The real key here, to whether a commit remains forever or is eventually deleted, is something called reachability. For much more about this, see Think Like (a) Git, but in a nutshell, consider this state:

...--G--H   <-- master
         \
          I--J   <-- br1 (HEAD)
              \
               K--L   <-- br2

Lots of people would call br2 a "child branch" of br1, but Git doesn't think that way. Git thinks, instead, br2 points to L, and therefore all the commits up to and including L are reachable from br2. Git will start at L and work backwards: K, J, I, H, G, and so on.

Meanwhile, by starting from br1, all commits up through J are reachable: Git starts at J, then goes back to I and so on. By starting from master, all commits up through H are reachable. Note that commits up through H are on all three branches and commits up through J are on two.

If we now use git reset --hard to move br1 back one step, we get:

...--G--H   <-- master
         \
          I   <-- br1 (HEAD)
           \
            J--K--L   <-- br2

That is, commit J is still there, and still reachable—but now it's only on br1.

Conclusion

That's the big difference between revert and reset: git revert adds a new commit, while git reset lets you move a branch name around (and with --hard, clobbers your work-tree files). With revert, the original commits are definitely still around; with reset, whether you can find any commits you have reset away, depends on what other names are still around to find commits, and the links between the commits.

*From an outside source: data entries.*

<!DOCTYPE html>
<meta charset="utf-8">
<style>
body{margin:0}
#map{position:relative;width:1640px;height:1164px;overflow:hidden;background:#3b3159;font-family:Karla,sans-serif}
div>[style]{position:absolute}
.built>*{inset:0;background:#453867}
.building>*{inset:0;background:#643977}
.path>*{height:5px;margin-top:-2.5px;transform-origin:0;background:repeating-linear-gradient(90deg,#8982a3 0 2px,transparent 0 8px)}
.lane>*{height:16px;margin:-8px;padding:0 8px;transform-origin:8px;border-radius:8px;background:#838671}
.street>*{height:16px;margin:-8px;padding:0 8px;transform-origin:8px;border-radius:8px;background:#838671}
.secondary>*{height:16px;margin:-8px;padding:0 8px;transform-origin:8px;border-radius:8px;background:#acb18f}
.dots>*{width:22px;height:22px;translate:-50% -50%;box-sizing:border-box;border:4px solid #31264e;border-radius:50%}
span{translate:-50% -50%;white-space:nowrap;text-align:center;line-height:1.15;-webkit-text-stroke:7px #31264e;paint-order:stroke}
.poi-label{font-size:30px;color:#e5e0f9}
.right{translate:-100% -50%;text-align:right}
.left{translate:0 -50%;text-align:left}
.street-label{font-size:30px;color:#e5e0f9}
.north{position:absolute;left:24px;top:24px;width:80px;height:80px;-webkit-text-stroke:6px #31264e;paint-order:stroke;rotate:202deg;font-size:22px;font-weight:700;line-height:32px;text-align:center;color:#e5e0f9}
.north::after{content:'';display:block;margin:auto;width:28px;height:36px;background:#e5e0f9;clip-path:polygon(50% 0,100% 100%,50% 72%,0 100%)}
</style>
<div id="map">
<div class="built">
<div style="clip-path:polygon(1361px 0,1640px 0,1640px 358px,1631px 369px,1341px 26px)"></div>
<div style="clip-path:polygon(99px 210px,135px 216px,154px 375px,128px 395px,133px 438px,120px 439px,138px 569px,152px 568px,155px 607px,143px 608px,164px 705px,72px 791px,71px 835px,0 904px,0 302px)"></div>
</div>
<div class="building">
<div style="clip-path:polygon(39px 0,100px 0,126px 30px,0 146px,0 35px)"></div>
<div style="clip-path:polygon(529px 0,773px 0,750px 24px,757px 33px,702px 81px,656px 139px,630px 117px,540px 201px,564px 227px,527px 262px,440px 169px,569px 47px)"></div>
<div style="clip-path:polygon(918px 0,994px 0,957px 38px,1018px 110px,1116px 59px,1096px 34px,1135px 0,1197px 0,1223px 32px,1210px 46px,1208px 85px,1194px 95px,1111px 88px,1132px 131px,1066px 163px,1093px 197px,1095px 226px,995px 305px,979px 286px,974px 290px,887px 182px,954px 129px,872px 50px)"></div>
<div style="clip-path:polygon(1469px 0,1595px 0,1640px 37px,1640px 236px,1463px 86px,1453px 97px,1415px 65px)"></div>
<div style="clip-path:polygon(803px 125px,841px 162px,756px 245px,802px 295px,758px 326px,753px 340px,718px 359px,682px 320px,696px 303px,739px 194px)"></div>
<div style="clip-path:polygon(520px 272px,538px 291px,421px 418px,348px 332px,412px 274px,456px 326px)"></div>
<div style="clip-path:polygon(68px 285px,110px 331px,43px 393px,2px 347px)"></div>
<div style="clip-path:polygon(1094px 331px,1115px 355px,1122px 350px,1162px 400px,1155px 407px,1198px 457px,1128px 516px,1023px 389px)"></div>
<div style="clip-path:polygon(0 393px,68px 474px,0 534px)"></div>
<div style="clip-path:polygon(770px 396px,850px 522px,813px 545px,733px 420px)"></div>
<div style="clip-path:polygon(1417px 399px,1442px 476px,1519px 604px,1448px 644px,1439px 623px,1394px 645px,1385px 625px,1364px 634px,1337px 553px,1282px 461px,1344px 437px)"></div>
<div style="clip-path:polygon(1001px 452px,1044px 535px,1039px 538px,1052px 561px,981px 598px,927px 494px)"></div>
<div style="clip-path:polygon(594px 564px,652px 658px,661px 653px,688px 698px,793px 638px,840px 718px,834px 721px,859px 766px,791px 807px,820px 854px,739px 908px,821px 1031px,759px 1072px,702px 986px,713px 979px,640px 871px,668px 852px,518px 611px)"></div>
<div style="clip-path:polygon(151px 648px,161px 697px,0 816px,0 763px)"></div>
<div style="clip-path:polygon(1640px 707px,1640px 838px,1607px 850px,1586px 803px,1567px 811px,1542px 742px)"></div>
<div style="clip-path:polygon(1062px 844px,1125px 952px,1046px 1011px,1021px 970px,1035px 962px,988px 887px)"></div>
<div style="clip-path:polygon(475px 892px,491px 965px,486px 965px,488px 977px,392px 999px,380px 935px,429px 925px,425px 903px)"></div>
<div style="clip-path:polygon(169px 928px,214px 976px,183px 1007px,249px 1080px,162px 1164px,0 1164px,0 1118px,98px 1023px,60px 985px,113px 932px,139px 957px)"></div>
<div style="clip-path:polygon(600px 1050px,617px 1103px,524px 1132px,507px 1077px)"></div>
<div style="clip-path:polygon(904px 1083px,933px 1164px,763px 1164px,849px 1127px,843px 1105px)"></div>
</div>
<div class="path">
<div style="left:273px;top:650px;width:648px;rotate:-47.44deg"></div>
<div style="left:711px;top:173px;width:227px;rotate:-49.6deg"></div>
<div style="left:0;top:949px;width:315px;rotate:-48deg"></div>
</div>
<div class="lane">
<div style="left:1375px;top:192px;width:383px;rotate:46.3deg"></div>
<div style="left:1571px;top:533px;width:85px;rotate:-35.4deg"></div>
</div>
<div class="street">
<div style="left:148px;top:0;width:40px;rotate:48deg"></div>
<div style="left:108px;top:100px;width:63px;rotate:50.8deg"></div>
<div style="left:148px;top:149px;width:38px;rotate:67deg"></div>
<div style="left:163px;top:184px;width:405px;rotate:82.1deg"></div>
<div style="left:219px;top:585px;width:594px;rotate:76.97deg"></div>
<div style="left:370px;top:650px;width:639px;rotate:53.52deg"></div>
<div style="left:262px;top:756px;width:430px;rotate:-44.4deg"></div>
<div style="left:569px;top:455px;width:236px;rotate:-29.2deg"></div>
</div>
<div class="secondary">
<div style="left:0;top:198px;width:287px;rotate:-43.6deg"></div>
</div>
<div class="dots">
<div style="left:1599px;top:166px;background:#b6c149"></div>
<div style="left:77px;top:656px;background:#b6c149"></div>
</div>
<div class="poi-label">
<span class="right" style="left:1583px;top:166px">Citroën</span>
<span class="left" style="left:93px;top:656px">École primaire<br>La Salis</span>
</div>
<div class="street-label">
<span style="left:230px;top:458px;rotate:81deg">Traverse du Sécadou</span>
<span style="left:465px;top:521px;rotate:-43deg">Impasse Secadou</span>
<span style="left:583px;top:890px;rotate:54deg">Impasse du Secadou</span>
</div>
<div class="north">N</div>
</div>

As michid answered, you probably don't want to use git reset here, because you have done a git push already. This took the new commit you made with git commit and handed it off to some other Git repository. They will retain your commit: Gits do not "like" to forget commits. To get them to forget your commit is harder, and usually not a good idea—though how hard depends on how widespread that commit got in the meantime.

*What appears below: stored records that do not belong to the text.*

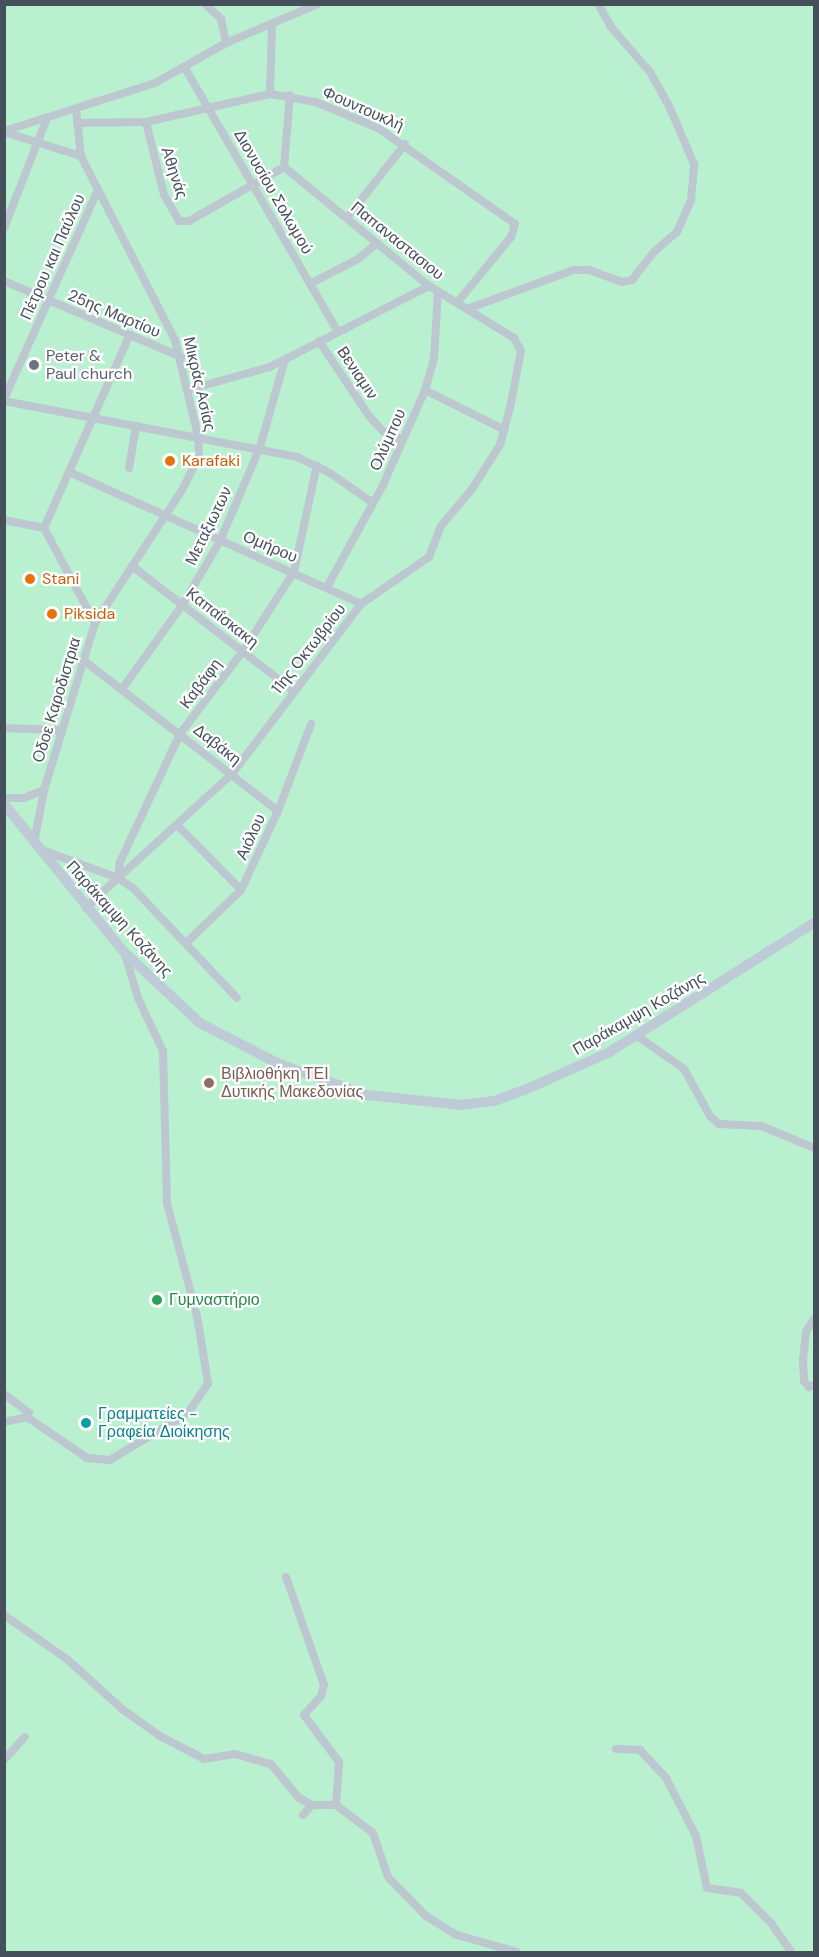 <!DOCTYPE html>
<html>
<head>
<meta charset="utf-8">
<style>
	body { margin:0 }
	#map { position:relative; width:819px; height:1957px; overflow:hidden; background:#f0eded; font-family:"DM Sans",sans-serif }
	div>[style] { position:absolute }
	.green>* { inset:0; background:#b9f0d0; transform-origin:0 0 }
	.street>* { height:8px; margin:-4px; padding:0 4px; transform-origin:4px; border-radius:4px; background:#bdc7d0 }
	.secondary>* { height:10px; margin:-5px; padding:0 5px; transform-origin:5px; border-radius:5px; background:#bfcad7 }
	.dots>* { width:16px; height:16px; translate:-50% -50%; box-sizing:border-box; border:3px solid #fff; border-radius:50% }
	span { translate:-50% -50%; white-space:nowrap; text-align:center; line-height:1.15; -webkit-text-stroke:4.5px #fff; paint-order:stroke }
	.street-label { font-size:16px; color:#45505b }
	.worship-label { font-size:16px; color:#5b616d }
	.left { translate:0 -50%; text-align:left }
	.food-label { font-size:16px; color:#c56008 }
	.education-label { font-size:16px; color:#785e54 }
	.leisure-label { font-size:16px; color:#27864d }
	.culture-label { font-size:16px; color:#0d838f }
	.frame { position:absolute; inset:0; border:6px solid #45505b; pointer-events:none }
</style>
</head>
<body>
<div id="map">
	<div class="green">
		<div style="left:5px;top:5px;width:809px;height:1947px"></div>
	</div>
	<div class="street">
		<div style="left:205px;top:4px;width:22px;rotate:43deg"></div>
		<div style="left:221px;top:19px;width:25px;rotate:78deg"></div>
		<div style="left:185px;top:68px;width:303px;rotate:59.9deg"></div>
		<div style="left:270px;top:94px;width:69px;rotate:-88.3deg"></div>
		<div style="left:146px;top:122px;width:75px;rotate:76.1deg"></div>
		<div style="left:164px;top:195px;width:30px;rotate:60deg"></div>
		<div style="left:179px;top:221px;width:10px"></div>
		<div style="left:189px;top:221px;width:109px;rotate:-29.6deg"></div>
		<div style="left:77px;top:123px;width:69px;rotate:-0.8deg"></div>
		<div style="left:146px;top:122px;width:127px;rotate:-12.7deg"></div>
		<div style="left:270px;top:94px;width:47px;rotate:9.9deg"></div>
		<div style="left:316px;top:102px;width:67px;rotate:22.8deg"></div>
		<div style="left:378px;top:128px;width:167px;rotate:35deg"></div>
		<div style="left:515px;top:224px;width:14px;rotate:107deg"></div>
		<div style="left:511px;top:237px;width:85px;rotate:129.3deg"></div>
		<div style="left:4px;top:131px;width:158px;rotate:-17.6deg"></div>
		<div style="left:155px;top:83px;width:81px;rotate:-29.4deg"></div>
		<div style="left:226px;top:43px;width:100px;rotate:-23deg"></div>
		<div style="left:4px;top:132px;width:81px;rotate:17.3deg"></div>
		<div style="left:284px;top:167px;width:72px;rotate:-85.2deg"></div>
		<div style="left:347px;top:218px;width:94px;rotate:-51.9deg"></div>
		<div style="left:4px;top:228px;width:118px;rotate:-68.6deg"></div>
		<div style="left:4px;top:281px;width:193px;rotate:23.2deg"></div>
		<div style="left:310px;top:284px;width:54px;rotate:-27.5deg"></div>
		<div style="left:358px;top:259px;width:25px;rotate:-40deg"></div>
		<div style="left:470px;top:308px;width:111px;rotate:-20.1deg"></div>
		<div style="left:574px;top:270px;width:15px"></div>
		<div style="left:589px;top:270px;width:35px;rotate:20deg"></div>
		<div style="left:622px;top:282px;width:10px;rotate:-11deg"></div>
		<div style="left:632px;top:280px;width:37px;rotate:-52deg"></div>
		<div style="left:655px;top:251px;width:29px;rotate:-41deg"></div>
		<div style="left:677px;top:232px;width:34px;rotate:-66deg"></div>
		<div style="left:691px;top:201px;width:37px;rotate:-85deg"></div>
		<div style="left:694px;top:164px;width:63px;rotate:-113.3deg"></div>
		<div style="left:669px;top:106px;width:39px;rotate:-119deg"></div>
		<div style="left:650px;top:72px;width:60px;rotate:-130.9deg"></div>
		<div style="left:611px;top:27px;width:26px;rotate:-119deg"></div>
		<div style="left:319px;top:341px;width:90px;rotate:56.3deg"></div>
		<div style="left:369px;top:416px;width:21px;rotate:47deg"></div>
		<div style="left:383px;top:431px;width:21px;rotate:25deg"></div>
		<div style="left:187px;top:390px;width:86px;rotate:-15.5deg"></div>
		<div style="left:270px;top:367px;width:178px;rotate:-27deg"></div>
		<div style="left:425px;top:390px;width:89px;rotate:26.6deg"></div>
		<div style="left:4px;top:399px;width:227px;rotate:-65.8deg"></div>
		<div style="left:4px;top:401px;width:298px;rotate:10.8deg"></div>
		<div style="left:297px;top:457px;width:37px;rotate:26deg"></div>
		<div style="left:330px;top:473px;width:52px;rotate:34.9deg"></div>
		<div style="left:129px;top:468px;width:43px;rotate:-80.5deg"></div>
		<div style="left:69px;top:472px;width:320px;rotate:24.3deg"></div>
		<div style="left:4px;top:520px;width:41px;rotate:11.3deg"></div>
		<div style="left:44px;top:528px;width:210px;rotate:-66.1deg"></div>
		<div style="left:44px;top:528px;width:108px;rotate:61.8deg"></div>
		<div style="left:132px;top:566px;width:205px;rotate:37.7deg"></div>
		<div style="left:327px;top:587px;width:116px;rotate:-61.2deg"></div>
		<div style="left:383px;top:485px;width:104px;rotate:-66.1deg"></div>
		<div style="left:425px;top:390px;width:32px;rotate:-74deg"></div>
		<div style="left:434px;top:359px;width:67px;rotate:-86.6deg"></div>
		<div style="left:82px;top:659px;width:248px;rotate:37.8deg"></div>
		<div style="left:122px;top:689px;width:105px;rotate:-54.3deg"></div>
		<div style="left:183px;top:604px;width:73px;rotate:-59.6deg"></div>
		<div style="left:220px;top:541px;width:102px;rotate:-66.9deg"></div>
		<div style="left:260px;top:447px;width:91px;rotate:-74.1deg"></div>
		<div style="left:4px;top:728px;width:57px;rotate:2deg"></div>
		<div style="left:4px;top:798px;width:20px"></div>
		<div style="left:24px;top:798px;width:22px;rotate:-22deg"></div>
		<div style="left:177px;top:825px;width:91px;rotate:45.4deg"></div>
		<div style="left:34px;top:843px;width:54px;rotate:-79.3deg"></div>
		<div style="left:44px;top:790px;width:175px;rotate:-73deg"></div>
		<div style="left:95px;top:623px;width:159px;rotate:-56.8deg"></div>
		<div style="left:182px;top:490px;width:38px;rotate:-63deg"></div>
		<div style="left:199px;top:456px;width:20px;rotate:-93deg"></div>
		<div style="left:198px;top:436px;width:99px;rotate:-103.5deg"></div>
		<div style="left:175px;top:340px;width:207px;rotate:-117.1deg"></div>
		<div style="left:81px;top:156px;width:47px;rotate:-96.1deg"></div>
		<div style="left:42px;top:850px;width:81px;rotate:20.2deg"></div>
		<div style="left:118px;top:878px;width:18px;rotate:34deg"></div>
		<div style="left:133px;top:888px;width:151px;rotate:46.6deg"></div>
		<div style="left:118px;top:878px;width:154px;rotate:-42.4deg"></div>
		<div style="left:232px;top:774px;width:213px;rotate:-52.8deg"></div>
		<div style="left:361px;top:604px;width:83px;rotate:-34.7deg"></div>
		<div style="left:429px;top:557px;width:33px;rotate:-69deg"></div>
		<div style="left:441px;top:526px;width:48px;rotate:-50deg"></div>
		<div style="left:472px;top:489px;width:52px;rotate:-57.5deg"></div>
		<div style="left:500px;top:445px;width:38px;rotate:-75deg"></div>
		<div style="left:510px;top:408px;width:58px;rotate:-79.1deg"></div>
		<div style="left:521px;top:351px;width:15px;rotate:-118deg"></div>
		<div style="left:514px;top:338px;width:100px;rotate:-148.5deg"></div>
		<div style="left:429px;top:286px;width:188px;rotate:-140.6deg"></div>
		<div style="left:86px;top:908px;width:44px;rotate:-43.2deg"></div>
		<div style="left:118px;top:878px;width:16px;rotate:-83deg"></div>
		<div style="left:120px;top:862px;width:141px;rotate:-64.9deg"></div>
		<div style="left:180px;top:734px;width:104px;rotate:-52.8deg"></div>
		<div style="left:243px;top:651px;width:94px;rotate:-57.2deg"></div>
		<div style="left:294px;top:572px;width:109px;rotate:-77.9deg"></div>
		<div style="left:186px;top:943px;width:76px;rotate:-43.9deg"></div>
		<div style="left:241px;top:890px;width:87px;rotate:-64.9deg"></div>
		<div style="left:278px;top:811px;width:93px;rotate:-69.2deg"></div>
		<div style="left:636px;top:1035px;width:59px;rotate:35.3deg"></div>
		<div style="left:684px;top:1069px;width:54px;rotate:61deg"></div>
		<div style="left:710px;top:1116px;width:12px;rotate:42deg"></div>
		<div style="left:719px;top:1124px;width:42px;rotate:2.7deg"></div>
		<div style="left:761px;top:1126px;width:57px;rotate:22.5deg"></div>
		<div style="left:814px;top:1319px;width:15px;rotate:122deg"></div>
		<div style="left:806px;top:1332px;width:28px;rotate:96deg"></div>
		<div style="left:803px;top:1360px;width:21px;rotate:87deg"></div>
		<div style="left:804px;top:1381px;width:8px;rotate:50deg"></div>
		<div style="left:809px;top:1387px;width:5px;rotate:-22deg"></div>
		<div style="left:4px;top:1394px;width:31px;rotate:37deg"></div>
		<div style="left:29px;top:1413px;width:4px;rotate:117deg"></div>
		<div style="left:4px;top:1422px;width:24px;rotate:-12deg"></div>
		<div style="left:27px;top:1417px;width:73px;rotate:34.3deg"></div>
		<div style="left:87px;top:1458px;width:23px;rotate:5deg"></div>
		<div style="left:110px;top:1460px;width:91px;rotate:-31.1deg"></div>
		<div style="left:188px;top:1413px;width:36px;rotate:-56deg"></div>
		<div style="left:208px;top:1383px;width:68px;rotate:-99.3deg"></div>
		<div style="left:197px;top:1316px;width:117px;rotate:-104.9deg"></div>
		<div style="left:167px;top:1203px;width:152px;rotate:-91.5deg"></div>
		<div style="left:163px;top:1051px;width:59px;rotate:-115.3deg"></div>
		<div style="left:138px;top:998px;width:46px;rotate:-106.5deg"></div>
		<div style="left:286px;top:1577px;width:114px;rotate:70.6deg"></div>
		<div style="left:324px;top:1685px;width:11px;rotate:105deg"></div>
		<div style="left:321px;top:1696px;width:25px;rotate:132deg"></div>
		<div style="left:304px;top:1715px;width:59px;rotate:53.3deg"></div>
		<div style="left:339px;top:1762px;width:43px;rotate:94deg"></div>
		<div style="left:4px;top:1615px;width:78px;rotate:35.1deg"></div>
		<div style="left:68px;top:1660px;width:73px;rotate:42.2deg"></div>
		<div style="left:122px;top:1709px;width:47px;rotate:35.4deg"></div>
		<div style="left:160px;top:1736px;width:50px;rotate:27.6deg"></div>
		<div style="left:204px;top:1759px;width:31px;rotate:-9deg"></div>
		<div style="left:235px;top:1754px;width:37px;rotate:16deg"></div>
		<div style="left:271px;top:1764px;width:44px;rotate:50.5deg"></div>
		<div style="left:299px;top:1798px;width:15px;rotate:28deg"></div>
		<div style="left:312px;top:1805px;width:24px"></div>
		<div style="left:336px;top:1805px;width:46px;rotate:37.1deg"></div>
		<div style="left:373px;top:1833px;width:46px;rotate:71.2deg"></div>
		<div style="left:388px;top:1877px;width:54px;rotate:45.7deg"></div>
		<div style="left:426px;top:1916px;width:36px;rotate:32deg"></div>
		<div style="left:457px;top:1935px;width:62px;rotate:15.8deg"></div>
		<div style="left:616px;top:1749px;width:24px;rotate:2deg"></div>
		<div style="left:640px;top:1750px;width:38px;rotate:47deg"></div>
		<div style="left:666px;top:1778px;width:65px;rotate:62.7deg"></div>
		<div style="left:696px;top:1836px;width:53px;rotate:78.1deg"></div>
		<div style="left:707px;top:1888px;width:34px;rotate:8deg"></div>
		<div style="left:741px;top:1893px;width:42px;rotate:45deg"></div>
		<div style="left:771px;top:1923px;width:35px;rotate:55deg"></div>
		<div style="left:4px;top:1760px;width:31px;rotate:-48deg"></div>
		<div style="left:303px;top:1815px;width:13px;rotate:-48deg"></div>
	</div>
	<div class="secondary">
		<div style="left:4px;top:804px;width:191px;rotate:51deg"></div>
		<div style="left:124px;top:952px;width:104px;rotate:43.1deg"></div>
		<div style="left:200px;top:1023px;width:89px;rotate:27.4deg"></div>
		<div style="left:279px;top:1064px;width:93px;rotate:19.4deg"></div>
		<div style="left:367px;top:1095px;width:95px;rotate:6.1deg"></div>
		<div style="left:461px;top:1105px;width:33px;rotate:-7deg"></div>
		<div style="left:494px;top:1101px;width:35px;rotate:-20deg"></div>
		<div style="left:527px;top:1089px;width:89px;rotate:-24deg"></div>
		<div style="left:608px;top:1053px;width:244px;rotate:-32.3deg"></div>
	</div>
	<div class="dots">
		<div style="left:34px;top:365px;background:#6b7280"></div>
		<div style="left:170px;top:461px;background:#e8710a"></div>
		<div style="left:30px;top:579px;background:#e8710a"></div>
		<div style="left:52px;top:614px;background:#e8710a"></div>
		<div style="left:209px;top:1083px;background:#8d6e63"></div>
		<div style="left:157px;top:1300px;background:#2e9e5b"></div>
		<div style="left:86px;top:1423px;background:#0f9aa8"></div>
	</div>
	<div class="street-label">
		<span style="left:363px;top:109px;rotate:24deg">Φουντουκλή</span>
		<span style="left:174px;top:173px;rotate:72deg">Αθηνάς</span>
		<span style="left:273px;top:192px;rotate:60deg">Διονυσίου Σολωμού</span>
		<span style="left:397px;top:241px;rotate:39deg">Παπαναστασιου</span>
		<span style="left:53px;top:257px;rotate:-66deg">Πέτρου και Παύλου</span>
		<span style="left:114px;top:314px;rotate:23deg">25ης Μαρτίου</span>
		<span style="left:357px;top:373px;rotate:56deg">Βενιαμιν</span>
		<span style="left:199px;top:384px;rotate:77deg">Μικράς Ασίας</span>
		<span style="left:388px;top:440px;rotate:-66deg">Ολύμπου</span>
		<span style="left:209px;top:526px;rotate:-64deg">Μεταξιωτων</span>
		<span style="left:270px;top:547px;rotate:23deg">Ομήρου</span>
		<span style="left:222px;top:618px;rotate:38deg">Καπαΐσκακη</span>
		<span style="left:309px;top:649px;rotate:-52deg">11ης Οκτωβρίου</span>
		<span style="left:201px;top:684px;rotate:-53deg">Καβάφη</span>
		<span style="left:57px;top:700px;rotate:-73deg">Oδοε Καροδιστρια</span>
		<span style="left:217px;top:745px;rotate:38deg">Δαβάκη</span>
		<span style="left:251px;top:837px;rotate:-65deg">Αιόλου</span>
		<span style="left:119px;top:919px;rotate:48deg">Παράκαμψη Κοζάνης</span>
		<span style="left:639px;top:1014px;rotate:-30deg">Παράκαμψη Κοζάνης</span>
	</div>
	<div class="worship-label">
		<span class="left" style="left:46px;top:365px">Peter &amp;<br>Paul church</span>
	</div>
	<div class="food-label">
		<span class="left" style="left:182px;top:461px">Karafaki</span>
		<span class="left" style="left:42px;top:579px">Stani</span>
		<span class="left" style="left:64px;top:614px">Piksida</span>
	</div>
	<div class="education-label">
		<span class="left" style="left:221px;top:1083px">Βιβλιοθήκη ΤΕΙ<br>Δυτικής Μακεδονίας</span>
	</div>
	<div class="leisure-label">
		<span class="left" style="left:169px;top:1300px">Γυμναστήριο</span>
	</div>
	<div class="culture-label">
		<span class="left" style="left:98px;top:1423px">Γραμματείες -<br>Γραφεία Διοίκησης</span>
	</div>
	<div class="frame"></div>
</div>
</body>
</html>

Since revert adds a commit, and Gits are greedy and will add new commits as fast as they see them, it's easy to get the other Git to add an "undo" style commit.

Upvotes: 3

michid
michid

Reputation: 10824

When you say "delete the commit" I assume you mean you revert the commit with git revert. This will add a new commit to the current branch, which essentially undos everything from the previous commit. Any other branch containing the reverted commit will not be affected by this. So in your case the commit in question will not disappear from the child branch.